The Los Angeles City Council voted to join New York and Chicago in banning the use of electronic cigarettes in workplaces, restaurants and many public areas, threatening the growth of an industry segment that reached $1.5 billion in sales last year.
By a vote of 14-0, the council of the second-most-populous U.S. city approved the measure to treat so-called e-cigarettes the same as conventional tobacco products, which California has restricted since 1995. If Mayor Eric Garcetti signs the legislation, the ban would take effect a month later. Garcetti spokesman Jeff Millman said the mayor will sign the measure.

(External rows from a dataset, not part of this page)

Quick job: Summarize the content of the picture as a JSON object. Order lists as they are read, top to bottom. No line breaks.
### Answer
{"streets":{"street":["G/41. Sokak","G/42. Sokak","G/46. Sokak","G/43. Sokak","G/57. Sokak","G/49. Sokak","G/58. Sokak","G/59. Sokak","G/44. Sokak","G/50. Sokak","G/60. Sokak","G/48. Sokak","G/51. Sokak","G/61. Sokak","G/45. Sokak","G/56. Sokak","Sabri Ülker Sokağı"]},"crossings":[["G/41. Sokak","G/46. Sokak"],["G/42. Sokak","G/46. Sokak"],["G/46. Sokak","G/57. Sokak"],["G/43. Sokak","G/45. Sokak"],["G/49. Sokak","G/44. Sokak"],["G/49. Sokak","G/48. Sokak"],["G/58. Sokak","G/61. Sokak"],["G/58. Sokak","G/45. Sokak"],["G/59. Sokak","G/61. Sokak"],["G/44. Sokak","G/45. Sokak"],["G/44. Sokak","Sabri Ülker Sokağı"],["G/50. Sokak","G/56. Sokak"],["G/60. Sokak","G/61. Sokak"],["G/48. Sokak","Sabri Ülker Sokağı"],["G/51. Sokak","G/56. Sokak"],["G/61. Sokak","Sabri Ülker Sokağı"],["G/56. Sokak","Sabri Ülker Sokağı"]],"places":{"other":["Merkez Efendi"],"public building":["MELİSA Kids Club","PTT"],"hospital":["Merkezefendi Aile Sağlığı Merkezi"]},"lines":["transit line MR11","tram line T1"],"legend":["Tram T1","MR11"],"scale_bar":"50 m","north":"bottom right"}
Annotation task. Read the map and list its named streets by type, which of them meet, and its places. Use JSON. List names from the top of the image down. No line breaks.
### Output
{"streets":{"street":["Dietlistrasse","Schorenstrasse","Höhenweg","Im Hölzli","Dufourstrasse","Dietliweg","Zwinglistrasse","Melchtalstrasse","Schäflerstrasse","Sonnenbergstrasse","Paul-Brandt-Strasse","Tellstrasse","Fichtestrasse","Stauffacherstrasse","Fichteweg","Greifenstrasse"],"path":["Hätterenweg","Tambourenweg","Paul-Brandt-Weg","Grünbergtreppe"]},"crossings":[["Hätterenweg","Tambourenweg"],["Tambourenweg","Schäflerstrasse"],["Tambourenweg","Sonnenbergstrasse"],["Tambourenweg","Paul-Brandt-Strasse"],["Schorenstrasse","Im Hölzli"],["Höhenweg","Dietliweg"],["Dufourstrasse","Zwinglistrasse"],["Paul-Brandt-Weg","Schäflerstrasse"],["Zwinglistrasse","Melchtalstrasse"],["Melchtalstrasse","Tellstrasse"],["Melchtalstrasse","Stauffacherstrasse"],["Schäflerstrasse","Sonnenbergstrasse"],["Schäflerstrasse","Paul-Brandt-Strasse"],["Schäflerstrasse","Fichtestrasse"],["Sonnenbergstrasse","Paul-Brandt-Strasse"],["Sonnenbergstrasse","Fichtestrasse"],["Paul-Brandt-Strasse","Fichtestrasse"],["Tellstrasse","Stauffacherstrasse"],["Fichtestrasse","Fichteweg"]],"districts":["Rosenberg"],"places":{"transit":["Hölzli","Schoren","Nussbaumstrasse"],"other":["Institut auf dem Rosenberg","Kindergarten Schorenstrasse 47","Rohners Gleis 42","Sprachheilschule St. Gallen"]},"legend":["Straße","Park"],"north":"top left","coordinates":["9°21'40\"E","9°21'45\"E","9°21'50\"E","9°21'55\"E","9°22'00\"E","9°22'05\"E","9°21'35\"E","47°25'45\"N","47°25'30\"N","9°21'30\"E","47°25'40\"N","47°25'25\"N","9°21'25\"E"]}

Sales of e-cigarettes reached $1.5 billion in 2013, according to Bloomberg Industries analyst Kenneth Shea, as established industry players including Altria Group Inc. (MO), Lorillard Inc. (LO) and Reynolds American Inc. (RAI) marketed the products as safer, tastier alternatives to smoking. Local and state limits on e-cigarettes, which are shaped like conventional cigarettes and vaporize a liquid containing nicotine and flavorings, may curb the growth of the segment, said Cynthia Cabrera, executive director of the Smoke Free Alternatives Trade Association, an electronic cigarettes industry group.
“We’re opposed to such restrictions, primarily because e-cigarettes don’t contain tobacco and they don’t emit smoke,” she said by e-mail. “These bans have the potential to stifle the growth of the category. It’s an industry that’s expanding very rapidly, offering smokers an alternative to combustible cigarettes, and by our estimation, creating close to 100,000 jobs in the process.”
City Council President Herb Wesson, a smoker himself, said he opposes any product that may induce people to use tobacco. E-cigarettes may be a gateway to smoking, Wesson said.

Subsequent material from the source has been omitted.